*** Opening Listed entries ***
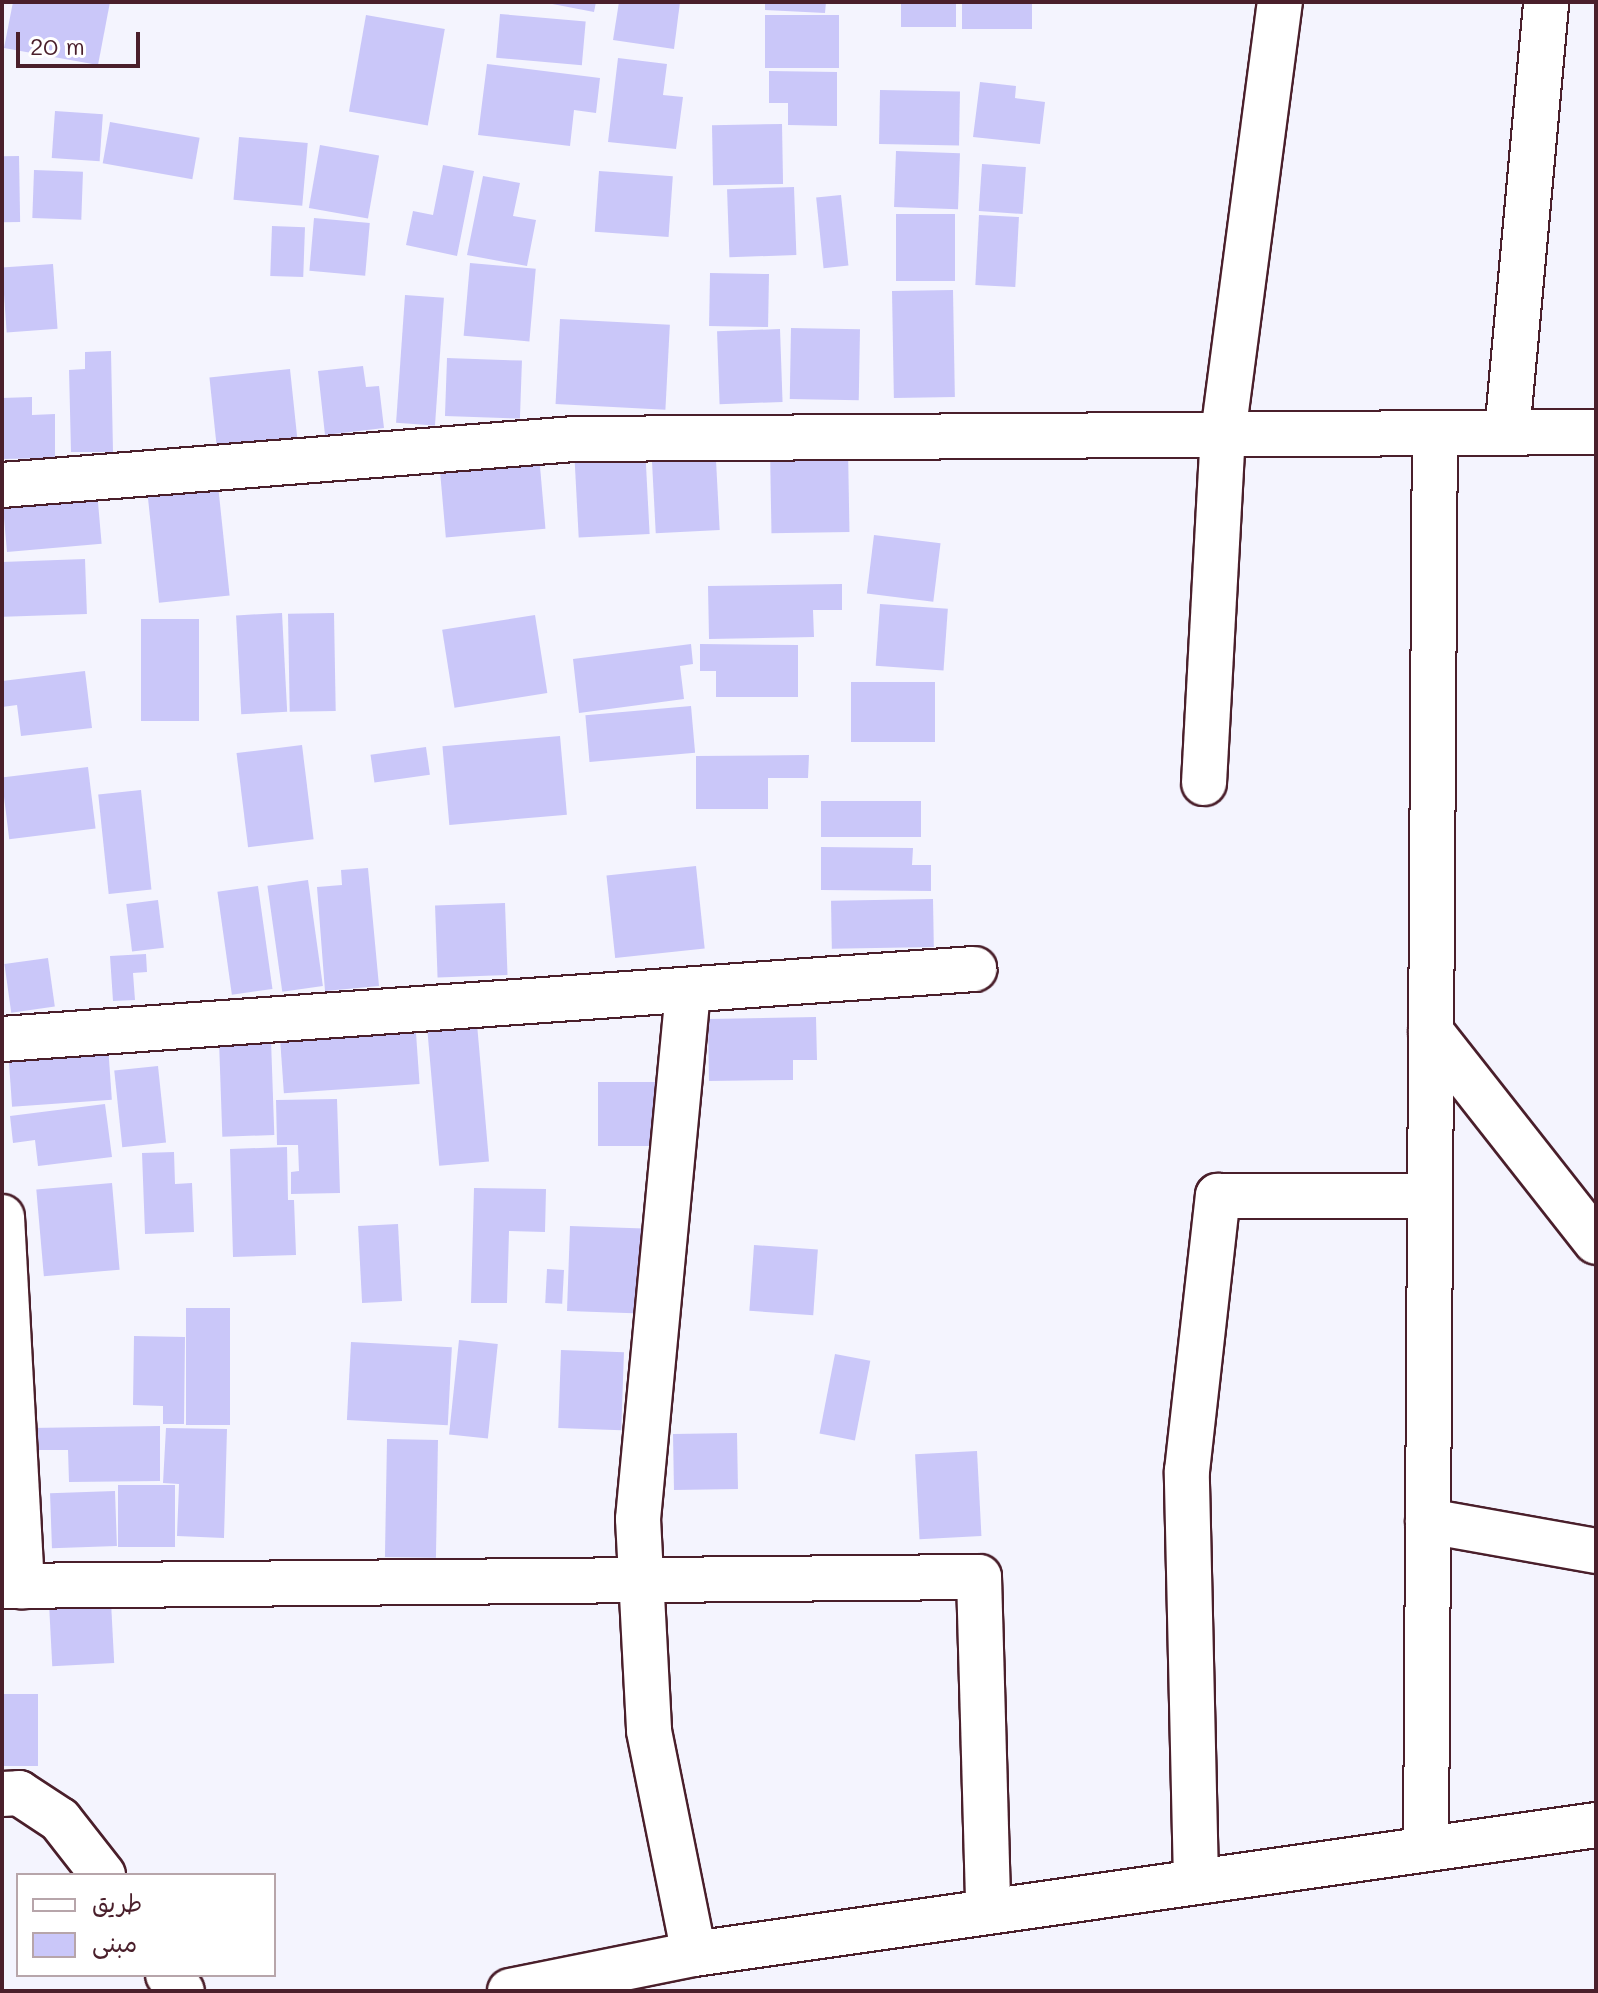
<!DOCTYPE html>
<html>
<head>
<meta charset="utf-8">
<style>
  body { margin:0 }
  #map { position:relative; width:1598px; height:1993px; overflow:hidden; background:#f4f4fe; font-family:Mali,"Playpen Sans Arabic",sans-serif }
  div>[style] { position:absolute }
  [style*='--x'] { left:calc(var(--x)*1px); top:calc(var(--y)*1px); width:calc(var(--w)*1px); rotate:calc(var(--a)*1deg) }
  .building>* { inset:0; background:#cac7f9; transform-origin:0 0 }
  .roads { filter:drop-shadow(2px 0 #4a1f2b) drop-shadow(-2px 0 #4a1f2b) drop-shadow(0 2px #4a1f2b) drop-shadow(0 -2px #4a1f2b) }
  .minor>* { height:44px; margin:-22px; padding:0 22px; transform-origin:22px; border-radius:22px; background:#fff }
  span { translate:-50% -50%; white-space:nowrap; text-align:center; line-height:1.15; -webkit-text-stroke:6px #fff; paint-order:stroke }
  .frame { position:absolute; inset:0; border:4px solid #4a1f2b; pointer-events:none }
  .legend { position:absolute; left:16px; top:1873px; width:260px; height:104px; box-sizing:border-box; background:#fff; border:2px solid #b7a5aa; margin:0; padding:10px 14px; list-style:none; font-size:24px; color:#4a1f2b }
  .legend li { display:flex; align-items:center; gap:16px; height:40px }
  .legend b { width:40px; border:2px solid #b7a5aa }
  .scale { position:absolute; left:16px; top:32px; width:124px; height:36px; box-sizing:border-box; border:4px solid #4a1f2b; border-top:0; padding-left:10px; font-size:24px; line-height:28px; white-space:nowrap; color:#4a1f2b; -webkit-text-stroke:6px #fff; paint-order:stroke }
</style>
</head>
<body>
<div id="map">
  <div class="building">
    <div style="clip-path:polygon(13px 2px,110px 2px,98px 65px,4px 48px)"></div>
    <div style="clip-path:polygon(542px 2px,596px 2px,594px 12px)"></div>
    <div style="clip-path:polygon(619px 2px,680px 2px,674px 49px,613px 40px)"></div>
    <div style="clip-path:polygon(765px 2px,826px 2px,825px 13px,765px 10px)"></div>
    <div style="left:901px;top:2px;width:55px;height:25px"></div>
    <div style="left:962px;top:2px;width:70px;height:27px"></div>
    <div style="left:500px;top:14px;width:86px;height:44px;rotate:5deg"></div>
    <div style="left:366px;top:15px;width:80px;height:98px;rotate:10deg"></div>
    <div style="left:839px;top:15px;width:53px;height:74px;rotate:90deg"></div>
    <div style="clip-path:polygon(618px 58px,667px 64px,663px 95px,683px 97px,676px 149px,608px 142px)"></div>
    <div style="clip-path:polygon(487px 64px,600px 78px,596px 113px,574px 110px,570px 146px,478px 135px)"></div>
    <div style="clip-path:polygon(769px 71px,837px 72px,837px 126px,788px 125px,788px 103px,769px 103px)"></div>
    <div style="clip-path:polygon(980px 82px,1016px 86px,1015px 98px,1045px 102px,1040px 144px,973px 137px)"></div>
    <div style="left:880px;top:90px;width:80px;height:54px;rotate:1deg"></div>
    <div style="left:55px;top:111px;width:48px;height:47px;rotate:4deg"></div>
    <div style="left:110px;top:122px;width:91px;height:42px;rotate:10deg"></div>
    <div style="left:782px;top:124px;width:60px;height:70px;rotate:89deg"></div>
    <div style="left:239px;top:137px;width:69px;height:63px;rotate:5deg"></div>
    <div style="left:320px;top:145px;width:60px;height:64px;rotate:10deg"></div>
    <div style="left:896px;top:151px;width:64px;height:56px;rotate:2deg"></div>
    <div style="left:19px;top:156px;width:66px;height:17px;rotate:89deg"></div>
    <div style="left:982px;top:164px;width:44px;height:47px;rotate:4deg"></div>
    <div style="clip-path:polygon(443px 165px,474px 171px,457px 256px,406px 245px,413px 211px,433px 215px)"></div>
    <div style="left:34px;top:170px;width:49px;height:48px;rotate:2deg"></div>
    <div style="left:599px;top:171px;width:74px;height:61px;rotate:4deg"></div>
    <div style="clip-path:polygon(483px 176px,520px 183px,513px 216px,536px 220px,527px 266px,467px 255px)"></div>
    <div style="left:794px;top:187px;width:68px;height:67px;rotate:88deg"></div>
    <div style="left:841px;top:195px;width:71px;height:25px;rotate:84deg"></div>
    <div style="left:896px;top:214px;width:59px;height:67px"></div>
    <div style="left:979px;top:215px;width:40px;height:70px;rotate:3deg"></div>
    <div style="left:314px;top:218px;width:56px;height:53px;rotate:5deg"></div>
    <div style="left:272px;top:226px;width:33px;height:50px;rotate:2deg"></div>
    <div style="left:470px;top:263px;width:66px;height:73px;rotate:5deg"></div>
    <div style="left:53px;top:264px;width:65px;height:51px;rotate:86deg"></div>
    <div style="left:710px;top:273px;width:59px;height:53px;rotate:1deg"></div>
    <div style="left:953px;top:290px;width:107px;height:61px;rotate:89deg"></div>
    <div style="left:405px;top:295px;width:39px;height:128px;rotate:4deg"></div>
    <div style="left:560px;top:319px;width:110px;height:85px;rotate:3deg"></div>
    <div style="left:791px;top:328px;width:69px;height:71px;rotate:1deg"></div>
    <div style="left:780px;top:329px;width:73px;height:63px;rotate:88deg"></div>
    <div style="clip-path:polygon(111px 351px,113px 452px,71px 452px,69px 370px,85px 369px,85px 352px)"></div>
    <div style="left:447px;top:358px;width:75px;height:58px;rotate:2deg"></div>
    <div style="clip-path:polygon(363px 366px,366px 387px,379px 386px,384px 428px,325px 435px,318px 371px)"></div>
    <div style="left:290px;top:369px;width:69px;height:81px;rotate:84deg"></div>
    <div style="clip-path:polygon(32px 397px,32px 415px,55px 414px,55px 458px,2px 459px,2px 398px)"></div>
    <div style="left:715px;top:441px;width:89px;height:64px;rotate:87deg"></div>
    <div style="left:645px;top:446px;width:88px;height:71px;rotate:87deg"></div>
    <div style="left:848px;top:448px;width:84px;height:78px;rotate:89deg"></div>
    <div style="left:539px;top:455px;width:74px;height:100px;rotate:85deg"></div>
    <div style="left:218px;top:485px;width:111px;height:71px;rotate:84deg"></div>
    <div style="left:97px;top:491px;width:53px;height:95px;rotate:85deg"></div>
    <div style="left:874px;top:535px;width:67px;height:59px;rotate:7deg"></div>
    <div style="left:85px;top:559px;width:55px;height:83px;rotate:88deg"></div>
    <div style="clip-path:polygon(842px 584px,842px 610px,813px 610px,814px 637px,709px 639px,708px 586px)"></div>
    <div style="left:880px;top:604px;width:68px;height:62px;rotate:4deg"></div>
    <div style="left:282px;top:613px;width:99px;height:46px;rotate:87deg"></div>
    <div style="left:334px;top:613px;width:98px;height:46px;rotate:89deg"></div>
    <div style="left:535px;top:615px;width:79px;height:94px;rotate:81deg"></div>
    <div style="left:141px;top:619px;width:58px;height:102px"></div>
    <div style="clip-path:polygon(691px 644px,693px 664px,680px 666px,684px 699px,579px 713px,573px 659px)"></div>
    <div style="clip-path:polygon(700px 644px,798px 645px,798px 697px,716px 697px,716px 671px,700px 671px)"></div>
    <div style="clip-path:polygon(85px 671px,92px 728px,21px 736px,17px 705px,2px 707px,2px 681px)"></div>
    <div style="left:851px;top:682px;width:84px;height:60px"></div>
    <div style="left:691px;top:706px;width:47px;height:106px;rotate:85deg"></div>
    <div style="left:560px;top:736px;width:79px;height:118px;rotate:85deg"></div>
    <div style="left:302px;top:745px;width:95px;height:66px;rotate:83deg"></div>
    <div style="left:426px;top:747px;width:28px;height:56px;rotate:82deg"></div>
    <div style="clip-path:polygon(809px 755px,808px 778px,768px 778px,768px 809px,696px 809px,696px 756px)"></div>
    <div style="left:88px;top:767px;width:62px;height:87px;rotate:83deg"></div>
    <div style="left:141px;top:790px;width:100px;height:43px;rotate:84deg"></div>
    <div style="left:921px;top:801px;width:36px;height:100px;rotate:90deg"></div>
    <div style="clip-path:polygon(821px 847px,913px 848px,912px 865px,931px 865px,931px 891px,821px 890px)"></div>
    <div style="left:696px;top:866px;width:83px;height:90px;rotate:84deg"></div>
    <div style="clip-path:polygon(368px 868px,379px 986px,325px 991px,317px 887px,342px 885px,341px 870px)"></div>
    <div style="left:308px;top:880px;width:107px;height:41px;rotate:82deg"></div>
    <div style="left:258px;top:886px;width:104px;height:41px;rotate:82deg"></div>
    <div style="left:933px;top:899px;width:48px;height:102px;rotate:89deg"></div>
    <div style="left:158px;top:900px;width:48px;height:32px;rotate:83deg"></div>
    <div style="left:505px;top:903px;width:72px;height:70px;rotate:88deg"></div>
    <div style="clip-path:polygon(146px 954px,147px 972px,133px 973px,135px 1000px,113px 1001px,110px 956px)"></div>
    <div style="left:48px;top:958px;width:49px;height:44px;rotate:82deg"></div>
    <div style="clip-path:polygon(816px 1017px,817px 1060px,793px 1060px,793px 1080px,709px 1081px,708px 1019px)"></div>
    <div style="left:477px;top:1024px;width:138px;height:50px;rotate:85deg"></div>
    <div style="left:416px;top:1033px;width:51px;height:136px;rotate:86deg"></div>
    <div style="left:271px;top:1040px;width:95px;height:52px;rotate:88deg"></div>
    <div style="left:108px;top:1045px;width:55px;height:100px;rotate:86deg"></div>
    <div style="left:158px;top:1066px;width:77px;height:44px;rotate:84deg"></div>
    <div style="left:598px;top:1082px;width:63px;height:64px"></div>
    <div style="clip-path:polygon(337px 1099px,340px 1193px,291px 1194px,291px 1172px,299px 1171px,298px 1145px,277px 1145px,276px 1100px)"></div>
    <div style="clip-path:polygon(105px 1104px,112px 1157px,38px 1166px,35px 1140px,13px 1143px,10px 1116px)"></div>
    <div style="clip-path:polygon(287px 1147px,288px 1200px,294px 1200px,296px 1255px,233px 1257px,230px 1149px)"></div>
    <div style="clip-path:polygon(174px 1152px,175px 1184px,192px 1183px,194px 1232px,145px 1234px,142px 1153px)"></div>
    <div style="left:112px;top:1183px;width:87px;height:76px;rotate:85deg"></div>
    <div style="clip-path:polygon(474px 1188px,546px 1189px,545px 1232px,509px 1231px,507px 1303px,471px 1303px)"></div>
    <div style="left:398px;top:1224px;width:77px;height:40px;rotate:87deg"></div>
    <div style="left:570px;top:1226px;width:74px;height:85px;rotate:2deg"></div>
    <div style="left:754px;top:1245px;width:64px;height:66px;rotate:4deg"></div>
    <div style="left:547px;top:1269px;width:17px;height:34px;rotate:3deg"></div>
    <div style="left:186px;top:1308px;width:44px;height:117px"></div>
    <div style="clip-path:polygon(134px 1336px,185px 1337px,184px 1424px,163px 1424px,163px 1406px,133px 1405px)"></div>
    <div style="left:459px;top:1340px;width:39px;height:95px;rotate:6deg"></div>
    <div style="left:351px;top:1342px;width:101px;height:78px;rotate:3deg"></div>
    <div style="left:561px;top:1350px;width:63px;height:78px;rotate:2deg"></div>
    <div style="left:835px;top:1354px;width:36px;height:81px;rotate:11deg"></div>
    <div style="clip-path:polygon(160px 1426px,160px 1481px,69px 1482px,68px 1450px,30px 1450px,30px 1428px)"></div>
    <div style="clip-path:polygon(166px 1428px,227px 1429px,224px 1538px,177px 1536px,179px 1484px,163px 1483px)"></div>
    <div style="left:737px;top:1433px;width:56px;height:64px;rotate:89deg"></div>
    <div style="left:387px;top:1439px;width:51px;height:118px;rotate:1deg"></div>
    <div style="left:977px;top:1451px;width:85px;height:62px;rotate:87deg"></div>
    <div style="left:118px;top:1485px;width:57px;height:62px"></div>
    <div style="left:115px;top:1491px;width:55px;height:65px;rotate:88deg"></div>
    <div style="left:111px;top:1602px;width:61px;height:62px;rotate:87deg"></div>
    <div style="left:2px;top:1694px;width:36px;height:72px"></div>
  </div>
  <div class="roads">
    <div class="minor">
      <div style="--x:1507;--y:433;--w:433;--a:-84.8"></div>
      <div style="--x:2;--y:485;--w:574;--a:-4.6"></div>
      <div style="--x:574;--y:439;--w:1022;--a:-0.39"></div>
      <div style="--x:1204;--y:783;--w:350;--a:-86.9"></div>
      <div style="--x:1223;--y:434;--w:436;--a:-82.5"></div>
      <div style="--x:688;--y:991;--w:530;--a:95.41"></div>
      <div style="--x:638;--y:1519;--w:212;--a:87"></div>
      <div style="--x:649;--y:1731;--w:227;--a:78.6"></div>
      <div style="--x:1431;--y:1032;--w:267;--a:51.8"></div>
      <div style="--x:2;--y:1039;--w:975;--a:-4.12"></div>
      <div style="--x:2;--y:1217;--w:370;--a:86.9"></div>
      <div style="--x:1428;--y:1521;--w:171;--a:10.1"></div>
      <div style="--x:2;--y:1586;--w:977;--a:-0.53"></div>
      <div style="--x:979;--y:1577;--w:332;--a:88.4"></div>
      <div style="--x:2;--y:1794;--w:17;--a:-3"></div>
      <div style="--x:19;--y:1793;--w:49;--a:33.4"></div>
      <div style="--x:60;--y:1820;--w:70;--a:52"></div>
      <div style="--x:1426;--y:1848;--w:1415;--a:-89.64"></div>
      <div style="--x:1196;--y:1880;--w:409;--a:-91.3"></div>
      <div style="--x:1187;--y:1471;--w:277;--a:-83.6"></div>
      <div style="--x:1218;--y:1196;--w:212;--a:0"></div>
      <div style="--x:168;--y:1975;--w:21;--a:49"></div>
      <div style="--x:510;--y:1991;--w:188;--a:-11.4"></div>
      <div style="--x:694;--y:1954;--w:911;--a:-8.14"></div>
    </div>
  </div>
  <div class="frame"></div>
  <ul class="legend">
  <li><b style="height:10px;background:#fff"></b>طريق</li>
  <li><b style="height:22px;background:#cac7f9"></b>مبنى</li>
  </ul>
  <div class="scale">20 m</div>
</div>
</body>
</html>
*** Closing Listed entries ***
- What you need to do -
Only the lines above from the one with "width:40px; border:2px solid" through the one with "position:absolute; left:16px; top:32px;" should be duplicated, character for character.

- Answer for this exercise -
  .legend b { width:40px; border:2px solid #b7a5aa }
  .scale { position:absolute; left:16px; top:32px; width:124px; height:36px; box-sizing:border-box; border:4px solid #4a1f2b; border-top:0; padding-left:10px; font-size:24px; line-height:28px; white-space:nowrap; color:#4a1f2b; -webkit-text-stroke:6px #fff; paint-order:stroke }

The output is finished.